Our study also showed that occupation of being a student (7.91; 6.42–10.04) and house wife (2.01; 1.94–4.21) increases the odds of unplanned pregnancy by 7.91-times and 2.01-times, respectively. This study finding is also supported by studies done in Nigeria,8,21 Egypt,5 Malawi,12,19 Kenya,3 and Ethiopia.9,18 The possible reason for the association could be students and housewives were the ones with lower economic status and can not afford to migrate to the conflict free areas and are affected by the armed conflict. Another possible explanation for this could be the attractive nature of students due to the difference in age (mostly younger) and dressing (mostly modernized).
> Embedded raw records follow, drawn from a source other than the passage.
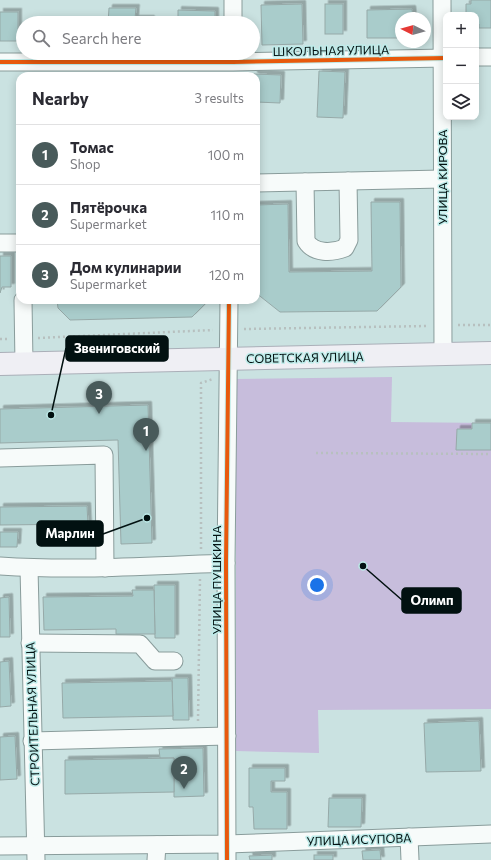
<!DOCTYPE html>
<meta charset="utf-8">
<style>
body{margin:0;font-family:Commissioner,sans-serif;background:#f7f7f7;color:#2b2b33}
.controls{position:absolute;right:12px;top:12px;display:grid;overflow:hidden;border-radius:8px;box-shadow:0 2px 10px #0003}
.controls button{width:36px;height:36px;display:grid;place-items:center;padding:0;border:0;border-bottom:1px solid #e1e1e2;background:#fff;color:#2b2b33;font:20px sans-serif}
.compass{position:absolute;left:395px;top:12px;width:36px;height:36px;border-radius:50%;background:#fff;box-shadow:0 2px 10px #0003;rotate:275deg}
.you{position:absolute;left:317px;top:585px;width:14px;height:14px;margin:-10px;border:3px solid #fff;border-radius:50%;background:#1a73e8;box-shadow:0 0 0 6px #1a73e833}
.badge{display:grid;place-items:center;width:26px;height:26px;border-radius:50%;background:#485a5a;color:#fff;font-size:13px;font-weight:700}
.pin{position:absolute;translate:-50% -33px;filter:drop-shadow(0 1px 2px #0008)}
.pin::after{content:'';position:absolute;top:21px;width:14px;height:12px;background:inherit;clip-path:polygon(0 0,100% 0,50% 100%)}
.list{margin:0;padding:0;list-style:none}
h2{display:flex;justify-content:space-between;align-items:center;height:52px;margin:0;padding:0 16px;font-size:17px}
h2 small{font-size:13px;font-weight:400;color:#7c7c81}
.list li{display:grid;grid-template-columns:26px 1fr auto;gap:12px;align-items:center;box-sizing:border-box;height:60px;padding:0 16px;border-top:1px solid #e1e1e2}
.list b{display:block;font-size:15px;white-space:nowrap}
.list p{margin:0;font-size:13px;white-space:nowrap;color:#7c7c81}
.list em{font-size:13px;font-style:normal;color:#7c7c81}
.icon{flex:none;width:22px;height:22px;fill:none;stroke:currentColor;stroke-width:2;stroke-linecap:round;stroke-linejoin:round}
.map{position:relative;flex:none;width:491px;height:860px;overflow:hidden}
.search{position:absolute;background:#fff;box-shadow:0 2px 10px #0003;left:16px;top:16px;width:244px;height:44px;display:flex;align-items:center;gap:10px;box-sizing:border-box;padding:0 14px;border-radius:22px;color:#7c7c81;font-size:15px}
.panel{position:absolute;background:#fff;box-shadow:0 2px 10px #0003;left:16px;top:72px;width:244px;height:232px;border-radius:12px}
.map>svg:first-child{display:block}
.green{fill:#c7bddc}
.building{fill:#a9cccb;stroke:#96a9a8;filter:url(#shadow)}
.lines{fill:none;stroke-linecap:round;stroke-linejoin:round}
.minor-casing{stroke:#899c9b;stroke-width:19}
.major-casing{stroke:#aaafb8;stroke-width:24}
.path{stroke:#b7c0bf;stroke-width:2.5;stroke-dasharray:2 3;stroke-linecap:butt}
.minor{stroke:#f7fbfa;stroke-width:17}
.major{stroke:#efeff4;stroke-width:22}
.cycleway-casing{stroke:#bfecea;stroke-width:6}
.cycleway{stroke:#e8590c;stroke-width:4}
.labels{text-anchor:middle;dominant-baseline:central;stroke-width:3;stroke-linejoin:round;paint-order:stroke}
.street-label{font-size:12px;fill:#021111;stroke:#bfecea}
.leader{fill:none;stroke:#021111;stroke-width:1.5}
.callout-dot{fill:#021111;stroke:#bfecea;stroke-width:1.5}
.callout{fill:#021111;stroke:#021111;stroke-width:1.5}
.callout-label{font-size:13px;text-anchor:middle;font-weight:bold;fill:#fff}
</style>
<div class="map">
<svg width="491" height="860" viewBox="0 0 491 860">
<defs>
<filter id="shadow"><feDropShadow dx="3.5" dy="-3.5" stdDeviation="0" flood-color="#0004"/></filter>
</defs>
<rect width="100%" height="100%" fill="#cae2e1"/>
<path class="green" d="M392 377 391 422 491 423V709L318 710 319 753 236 751V379Z"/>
<g class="building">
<path d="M471 0H491V28H479V24H476V15H466V4H471Z"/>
<path d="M302 4 303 44 262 45 261 5Z"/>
<rect x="325" y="4" width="18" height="30"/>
<path d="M109 8H136L135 19H151V23H108Z"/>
<path d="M412 9 413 18H401V38H367V10Z"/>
<path d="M178 10 215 11V23H178Z"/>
<rect x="0" y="12" width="18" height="29"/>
<path d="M319 71 345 72 343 118 317 117Z"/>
<path d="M254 74 281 75 280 103 256 102V76H254Z"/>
<path d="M371 202H400L401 287 377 311 280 312 256 293V205L288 204 289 272 372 271Z"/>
<path d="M0 256H11V287H2L0 293Z"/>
<path d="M57 300H205L206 303 192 317 70 320 58 308Z"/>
<path d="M148 405 152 543 121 544 118 440 0 443V409Z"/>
<path d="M472 423H491V450H456L457 429H472Z"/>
<path d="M87 506 88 524 0 525V507Z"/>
<path d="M0 532H18L17 547H0Z"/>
<path d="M154 585H175V638H155Z"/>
<path d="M132 590H154L155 634H116V629L44 630 43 597 133 596Z"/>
<path d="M9 597 10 637H0V598Z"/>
<path d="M9 661 11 706 0 707V662Z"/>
<path d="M172 678H188L189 720H173Z"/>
<path d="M172 681 173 716 63 718 62 683Z"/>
<path d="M479 721 481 771 426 772 424 723Z"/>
<path d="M15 736 17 779 0 780V737Z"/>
<path d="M203 748 204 796 174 797V758H160L159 749Z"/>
<path d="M174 758V792L65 794V760Z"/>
<path d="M249 768H285V781H271V792H287V829H254L253 807H249Z"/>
<path d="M329 798H362L361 827H328Z"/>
<path d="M380 850 381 860H363L362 851Z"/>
<path d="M272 855V860H250L249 856Z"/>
<rect x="314" y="855" width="19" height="5"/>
</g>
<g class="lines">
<defs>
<g id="minor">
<path d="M233 0V23"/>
<path d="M442 0 443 354"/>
<path d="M476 57H491"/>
<path d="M0 62H233L446 58"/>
<path d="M305 182 306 241C314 254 332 253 345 248L349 240 348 181"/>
<path d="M256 183 442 179"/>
<path d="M0 243H20"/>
<path d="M23 300 24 364"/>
<path d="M0 458 104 455 105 568"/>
<path d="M0 566C75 571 151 566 226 563"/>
<path d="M29 568 36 860"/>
<path d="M30 643 140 644 155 661H174"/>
<path d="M32 741 227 736"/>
<path d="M409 837 410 860"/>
<path d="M0 846 227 844 491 834"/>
<path d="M156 860 157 845"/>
<path d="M227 860 226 563 229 300"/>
</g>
<path id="major" d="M0 364 491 353"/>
</defs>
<use href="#minor" class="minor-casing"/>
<use href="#major" class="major-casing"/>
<g class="path">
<path d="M458 325H491"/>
<path d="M244 329 427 326"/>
<path d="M38 338 213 330"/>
<path d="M0 339H9"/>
<path d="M316 453 491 454"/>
<path d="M201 549V383L213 379"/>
<path d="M198 721 200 578"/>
</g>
<use href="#minor" class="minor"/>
<use href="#major" class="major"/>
<defs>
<g id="cycleway">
<path d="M0 62H233L446 58"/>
<path d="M227 860 226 563 229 300"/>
</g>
</defs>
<use href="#cycleway" class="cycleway-casing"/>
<use href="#cycleway" class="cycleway"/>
</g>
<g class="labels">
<g class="street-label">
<text transform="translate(331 50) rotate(-1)">ШКОЛЬНАЯ УЛИЦА</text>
<text transform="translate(442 177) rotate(-90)">УЛИЦА КИРОВА</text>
<text transform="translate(305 357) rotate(-1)">СОВЕТСКАЯ УЛИЦА</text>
<text transform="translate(216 580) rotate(-90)">УЛИЦА ПУШКИНА</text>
<text transform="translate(32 714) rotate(-92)">СТРОИТЕЛЬНАЯ УЛИЦА</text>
<text transform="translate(359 839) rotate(-2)">УЛИЦА ИСУПОВА</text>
</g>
</g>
<path class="leader" d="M51 415L66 348M147 518L103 534M363 566L402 600"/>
<g class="callout-dot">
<circle cx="51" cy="415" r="4"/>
<circle cx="147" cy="518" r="4"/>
<circle cx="363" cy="566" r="4"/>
</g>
<g class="callout">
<rect x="66" y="336" width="102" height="25" rx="4"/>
<rect x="37" y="521" width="66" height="25" rx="4"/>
<rect x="402" y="588" width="59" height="25" rx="4"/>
</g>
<g class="callout-label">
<text x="117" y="353">Звениговский</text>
<text x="70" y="538">Марлин</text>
<text x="432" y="605">Олимп</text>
</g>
</svg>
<div class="controls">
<button>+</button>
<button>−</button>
<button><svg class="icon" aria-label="layers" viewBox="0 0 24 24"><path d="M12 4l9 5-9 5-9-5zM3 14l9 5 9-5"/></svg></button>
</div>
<svg class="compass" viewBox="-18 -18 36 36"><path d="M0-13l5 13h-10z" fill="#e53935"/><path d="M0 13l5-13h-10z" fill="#7c7c81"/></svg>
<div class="you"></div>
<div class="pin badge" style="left:146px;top:451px">1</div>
<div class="pin badge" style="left:184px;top:789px">2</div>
<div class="pin badge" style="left:99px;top:414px">3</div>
<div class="search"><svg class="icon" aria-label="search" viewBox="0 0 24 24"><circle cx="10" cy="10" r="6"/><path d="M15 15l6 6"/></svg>Search here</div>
<section class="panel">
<h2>Nearby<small>3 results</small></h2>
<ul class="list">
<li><span class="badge">1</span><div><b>Томас</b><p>Shop</p></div><em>100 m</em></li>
<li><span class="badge">2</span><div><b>Пятёрочка</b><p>Supermarket</p></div><em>110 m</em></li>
<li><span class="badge">3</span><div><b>Дом кулинарии</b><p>Supermarket</p></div><em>120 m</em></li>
</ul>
</section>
</div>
In addition our study also reported that the unmet need for family planning (3.12; 1.76–4.28) and lack of a functioning health facility during the armed conflict (7.45; 5.25–9.04) increased the odds of unplanned pregnancy by a factor of 3.12-times and 7.45-times, respectively, in this post war assessment in the conflict zones immediately after the armed conflict. Unless we retrospectively look for outdated research reports, unmet need of contraceptive due to unavailability of functional health facilities for family planning and other reproductive health services is not a problem anywhere currently. But, in our post-war assessment, the root cause for the extremely higher prevalence of unplanned pregnancy in the conflict zones were women could not get any type of contraceptives because of the colonization and destruction of health facilities by the armed forces. They could not even get post coital pills after sexual acts,whether the sex was voluntry or un-welcomed.

Study Limitations

Despite the novelty of the study to assess the effect of the armed conflict on unplanned pregnancy in the conflict zones of Ethiopia, the cross-sectional nature of the study might have chicken and egg like dilemma on the possible reasons of unplanned pregnancy. In addition the effect of religiosity on unplanned pregnancy was not addressed.
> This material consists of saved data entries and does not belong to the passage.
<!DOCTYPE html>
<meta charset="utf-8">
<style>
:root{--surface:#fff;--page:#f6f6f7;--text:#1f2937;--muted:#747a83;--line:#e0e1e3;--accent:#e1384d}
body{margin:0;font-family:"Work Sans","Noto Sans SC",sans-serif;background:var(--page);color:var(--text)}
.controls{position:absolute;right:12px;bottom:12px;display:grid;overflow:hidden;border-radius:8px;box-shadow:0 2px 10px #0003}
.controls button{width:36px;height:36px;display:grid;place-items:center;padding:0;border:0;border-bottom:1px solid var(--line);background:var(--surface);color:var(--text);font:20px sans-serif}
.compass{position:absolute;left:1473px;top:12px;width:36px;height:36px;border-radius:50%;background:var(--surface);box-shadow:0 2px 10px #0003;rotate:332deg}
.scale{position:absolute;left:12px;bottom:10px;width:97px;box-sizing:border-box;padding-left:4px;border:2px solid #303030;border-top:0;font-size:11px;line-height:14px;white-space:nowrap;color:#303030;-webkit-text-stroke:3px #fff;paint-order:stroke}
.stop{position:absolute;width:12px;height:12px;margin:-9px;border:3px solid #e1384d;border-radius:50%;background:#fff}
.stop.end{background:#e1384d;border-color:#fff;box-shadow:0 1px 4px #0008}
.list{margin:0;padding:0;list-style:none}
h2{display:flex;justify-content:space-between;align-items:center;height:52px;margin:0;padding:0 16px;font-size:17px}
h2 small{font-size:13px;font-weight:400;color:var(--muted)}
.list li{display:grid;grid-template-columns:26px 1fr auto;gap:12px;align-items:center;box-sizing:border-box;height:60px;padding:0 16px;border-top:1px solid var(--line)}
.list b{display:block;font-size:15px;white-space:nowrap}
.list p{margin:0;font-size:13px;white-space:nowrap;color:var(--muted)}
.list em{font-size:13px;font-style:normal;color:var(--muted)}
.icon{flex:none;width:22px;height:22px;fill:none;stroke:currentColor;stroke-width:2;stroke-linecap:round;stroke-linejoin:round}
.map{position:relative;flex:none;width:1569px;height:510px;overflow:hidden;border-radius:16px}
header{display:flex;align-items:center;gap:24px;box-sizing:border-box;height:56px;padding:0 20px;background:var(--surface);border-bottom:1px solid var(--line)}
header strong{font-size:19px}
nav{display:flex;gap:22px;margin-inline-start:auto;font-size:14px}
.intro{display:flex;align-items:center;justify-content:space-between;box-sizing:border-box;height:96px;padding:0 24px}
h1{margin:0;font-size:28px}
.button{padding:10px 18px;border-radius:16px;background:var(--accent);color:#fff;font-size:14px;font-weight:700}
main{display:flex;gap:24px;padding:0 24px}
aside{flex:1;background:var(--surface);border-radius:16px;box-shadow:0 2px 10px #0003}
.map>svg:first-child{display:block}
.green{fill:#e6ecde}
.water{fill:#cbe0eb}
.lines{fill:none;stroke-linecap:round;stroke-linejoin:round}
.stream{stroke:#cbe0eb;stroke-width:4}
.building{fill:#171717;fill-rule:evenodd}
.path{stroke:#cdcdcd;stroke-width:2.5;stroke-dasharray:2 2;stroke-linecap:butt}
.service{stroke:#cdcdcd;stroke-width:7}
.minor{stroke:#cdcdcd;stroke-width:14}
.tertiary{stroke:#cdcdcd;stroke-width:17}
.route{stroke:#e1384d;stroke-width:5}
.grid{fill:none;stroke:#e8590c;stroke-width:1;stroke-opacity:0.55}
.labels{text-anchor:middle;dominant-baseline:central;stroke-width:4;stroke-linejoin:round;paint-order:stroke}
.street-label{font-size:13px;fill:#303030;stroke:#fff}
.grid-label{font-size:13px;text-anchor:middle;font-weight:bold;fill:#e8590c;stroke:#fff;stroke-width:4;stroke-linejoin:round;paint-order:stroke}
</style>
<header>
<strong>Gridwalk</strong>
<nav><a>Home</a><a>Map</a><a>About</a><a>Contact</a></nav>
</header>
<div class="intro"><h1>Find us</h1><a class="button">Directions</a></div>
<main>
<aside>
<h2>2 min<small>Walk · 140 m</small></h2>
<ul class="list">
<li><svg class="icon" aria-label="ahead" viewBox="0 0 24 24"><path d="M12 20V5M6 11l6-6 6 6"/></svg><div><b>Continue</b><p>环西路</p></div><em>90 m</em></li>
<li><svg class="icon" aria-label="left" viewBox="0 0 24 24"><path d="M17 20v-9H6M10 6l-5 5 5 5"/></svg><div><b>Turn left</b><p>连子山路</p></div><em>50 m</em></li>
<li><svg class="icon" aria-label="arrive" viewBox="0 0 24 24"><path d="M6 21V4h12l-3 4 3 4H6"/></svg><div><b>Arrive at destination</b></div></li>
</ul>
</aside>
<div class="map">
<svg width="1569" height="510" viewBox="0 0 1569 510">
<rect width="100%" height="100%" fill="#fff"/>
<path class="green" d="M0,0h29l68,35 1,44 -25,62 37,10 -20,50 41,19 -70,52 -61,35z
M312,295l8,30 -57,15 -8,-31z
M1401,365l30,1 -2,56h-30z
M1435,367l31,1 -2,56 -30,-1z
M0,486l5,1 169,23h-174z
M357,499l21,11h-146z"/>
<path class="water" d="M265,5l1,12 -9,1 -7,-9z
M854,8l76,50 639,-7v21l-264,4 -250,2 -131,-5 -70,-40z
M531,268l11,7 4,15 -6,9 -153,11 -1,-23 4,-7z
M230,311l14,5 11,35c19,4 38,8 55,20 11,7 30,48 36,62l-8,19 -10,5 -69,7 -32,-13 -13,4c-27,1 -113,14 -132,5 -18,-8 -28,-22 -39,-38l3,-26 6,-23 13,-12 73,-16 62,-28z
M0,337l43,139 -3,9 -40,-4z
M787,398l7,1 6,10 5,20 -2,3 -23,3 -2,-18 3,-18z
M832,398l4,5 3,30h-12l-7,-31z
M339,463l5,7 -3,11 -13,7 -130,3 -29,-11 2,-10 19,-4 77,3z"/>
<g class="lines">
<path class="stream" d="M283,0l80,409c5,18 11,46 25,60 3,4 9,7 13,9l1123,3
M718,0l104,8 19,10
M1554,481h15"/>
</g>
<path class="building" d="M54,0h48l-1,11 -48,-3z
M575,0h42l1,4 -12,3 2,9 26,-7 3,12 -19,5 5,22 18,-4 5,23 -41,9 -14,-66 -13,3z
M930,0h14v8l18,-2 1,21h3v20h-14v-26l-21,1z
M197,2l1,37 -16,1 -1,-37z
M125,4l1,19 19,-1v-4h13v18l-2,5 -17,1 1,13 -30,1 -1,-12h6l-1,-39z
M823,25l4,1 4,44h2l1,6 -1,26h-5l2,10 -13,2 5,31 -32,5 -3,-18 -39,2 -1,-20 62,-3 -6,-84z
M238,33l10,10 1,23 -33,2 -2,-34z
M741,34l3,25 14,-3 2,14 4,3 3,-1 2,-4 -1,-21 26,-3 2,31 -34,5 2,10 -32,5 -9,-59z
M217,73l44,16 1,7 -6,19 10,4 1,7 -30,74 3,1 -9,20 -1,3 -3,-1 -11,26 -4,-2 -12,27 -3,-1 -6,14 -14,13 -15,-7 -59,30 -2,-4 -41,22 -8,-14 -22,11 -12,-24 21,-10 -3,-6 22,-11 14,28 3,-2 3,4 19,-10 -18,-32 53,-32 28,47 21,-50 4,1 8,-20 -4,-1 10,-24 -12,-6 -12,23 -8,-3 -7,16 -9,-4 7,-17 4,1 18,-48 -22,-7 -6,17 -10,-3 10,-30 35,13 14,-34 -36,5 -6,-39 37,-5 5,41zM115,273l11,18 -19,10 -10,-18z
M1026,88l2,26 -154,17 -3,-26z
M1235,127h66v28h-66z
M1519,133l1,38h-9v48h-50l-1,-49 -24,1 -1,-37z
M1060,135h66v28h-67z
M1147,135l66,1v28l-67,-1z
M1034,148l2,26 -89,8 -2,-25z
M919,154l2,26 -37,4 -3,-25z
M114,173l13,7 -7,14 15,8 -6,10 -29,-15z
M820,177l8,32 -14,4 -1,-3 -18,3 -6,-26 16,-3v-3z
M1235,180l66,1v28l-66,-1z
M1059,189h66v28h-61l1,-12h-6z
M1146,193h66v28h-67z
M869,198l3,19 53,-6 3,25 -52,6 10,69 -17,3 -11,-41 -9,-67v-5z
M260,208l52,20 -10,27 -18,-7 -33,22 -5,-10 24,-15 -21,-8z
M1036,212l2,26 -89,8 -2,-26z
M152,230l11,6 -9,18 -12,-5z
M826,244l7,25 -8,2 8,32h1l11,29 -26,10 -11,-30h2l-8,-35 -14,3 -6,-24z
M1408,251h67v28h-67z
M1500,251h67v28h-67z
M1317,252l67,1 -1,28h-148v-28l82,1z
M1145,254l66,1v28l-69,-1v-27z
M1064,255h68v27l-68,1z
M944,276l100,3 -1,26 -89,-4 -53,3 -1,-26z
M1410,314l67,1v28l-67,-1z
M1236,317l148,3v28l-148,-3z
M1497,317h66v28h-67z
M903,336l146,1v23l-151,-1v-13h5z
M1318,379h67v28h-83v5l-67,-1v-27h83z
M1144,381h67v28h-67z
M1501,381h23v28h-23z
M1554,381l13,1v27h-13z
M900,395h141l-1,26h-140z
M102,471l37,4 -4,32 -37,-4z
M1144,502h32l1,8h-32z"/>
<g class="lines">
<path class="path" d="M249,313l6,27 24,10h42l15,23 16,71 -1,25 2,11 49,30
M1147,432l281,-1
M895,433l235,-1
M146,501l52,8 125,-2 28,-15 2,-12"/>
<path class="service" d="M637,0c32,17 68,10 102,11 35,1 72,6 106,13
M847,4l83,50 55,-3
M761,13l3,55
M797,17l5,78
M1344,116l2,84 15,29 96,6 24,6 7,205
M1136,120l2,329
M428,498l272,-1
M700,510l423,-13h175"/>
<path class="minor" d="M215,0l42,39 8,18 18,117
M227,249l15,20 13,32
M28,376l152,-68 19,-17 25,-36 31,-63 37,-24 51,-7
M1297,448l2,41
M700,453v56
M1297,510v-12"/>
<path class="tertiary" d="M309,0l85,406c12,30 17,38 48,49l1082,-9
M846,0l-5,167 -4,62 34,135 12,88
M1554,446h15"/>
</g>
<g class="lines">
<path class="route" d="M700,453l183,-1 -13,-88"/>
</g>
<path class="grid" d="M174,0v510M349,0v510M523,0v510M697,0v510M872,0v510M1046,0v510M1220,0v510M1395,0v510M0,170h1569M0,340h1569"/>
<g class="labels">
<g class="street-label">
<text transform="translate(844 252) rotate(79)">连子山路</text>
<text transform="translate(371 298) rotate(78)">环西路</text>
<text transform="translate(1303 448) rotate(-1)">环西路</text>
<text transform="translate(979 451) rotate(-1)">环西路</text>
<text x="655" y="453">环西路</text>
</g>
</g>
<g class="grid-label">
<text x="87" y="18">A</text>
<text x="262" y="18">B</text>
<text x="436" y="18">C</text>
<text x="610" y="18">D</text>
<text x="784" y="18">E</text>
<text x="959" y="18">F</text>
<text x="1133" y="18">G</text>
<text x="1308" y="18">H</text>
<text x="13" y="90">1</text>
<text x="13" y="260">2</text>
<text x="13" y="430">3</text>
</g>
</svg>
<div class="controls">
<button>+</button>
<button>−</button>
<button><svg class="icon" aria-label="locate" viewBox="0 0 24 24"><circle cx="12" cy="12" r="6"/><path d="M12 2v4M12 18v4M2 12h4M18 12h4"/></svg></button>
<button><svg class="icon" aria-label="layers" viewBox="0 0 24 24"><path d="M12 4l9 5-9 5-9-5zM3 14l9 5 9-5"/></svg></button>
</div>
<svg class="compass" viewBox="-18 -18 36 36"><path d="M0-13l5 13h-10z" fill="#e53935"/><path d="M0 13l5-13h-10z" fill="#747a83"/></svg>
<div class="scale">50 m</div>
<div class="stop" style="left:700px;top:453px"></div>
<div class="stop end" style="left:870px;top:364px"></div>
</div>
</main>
Conclusion and Recommendations

In this study nearly half (44.72%; CI=39.40–48.08%) of the pregnancies were unplanned, which is shocking to the health care system in the 21st century. Rural residency, being single, having an occupation of student and house wife, unmet need of family planning, and lack of a functioning health facility during the armed conflict were found to be the factors associated with unplanned pregnancy in this post war assessment of the conflict zones immediately after the armed conflict.

There should be an extensive health care mobilization including psychological and other health related infrastructure and even access to family planning options to reverse the unmet need of family planning methods in all the conflict zones. The impact of armed conflicts to the health care system should be protected by international laws.

Abbreviations

AOR, Adjusted odds ratio; BSc, Bachelor of Sciences; CI, Confidence interval; COR, Crude odds ratio; ETB, Ethiopian Birr; FP, family planning; SGZ, South Gondar zone; SPSS, Statistical Package for Social Sciences; TPLF, Tigray People Liberation Front; VIF, variance inflation factor; WHO, World Health Organization.

Data Sharing Statement

All data included in this manuscript can be accessed from the corresponding author upon request through the email address after the negotiation is over. In addition, the authors don’t have any access privileges that others don’t have.

Acknowledgments

We are thankful to Debre Tabor University for giving us ethical clearance. We are also grateful to the data collectors, women who participated in the data collection, hospital managers, health professionals, and all individuals who were willing to support us in any kind.

Author Contributions

All authors made a significant contribution to the work reported and took part in drafting, revising, or critically reviewing the article; gave final approval of the version to be published; have agreed on the journal to which the article has been submitted; and agree to be accountable for all aspects of the work.

Disclosure

The authors declare that they have no competing interests.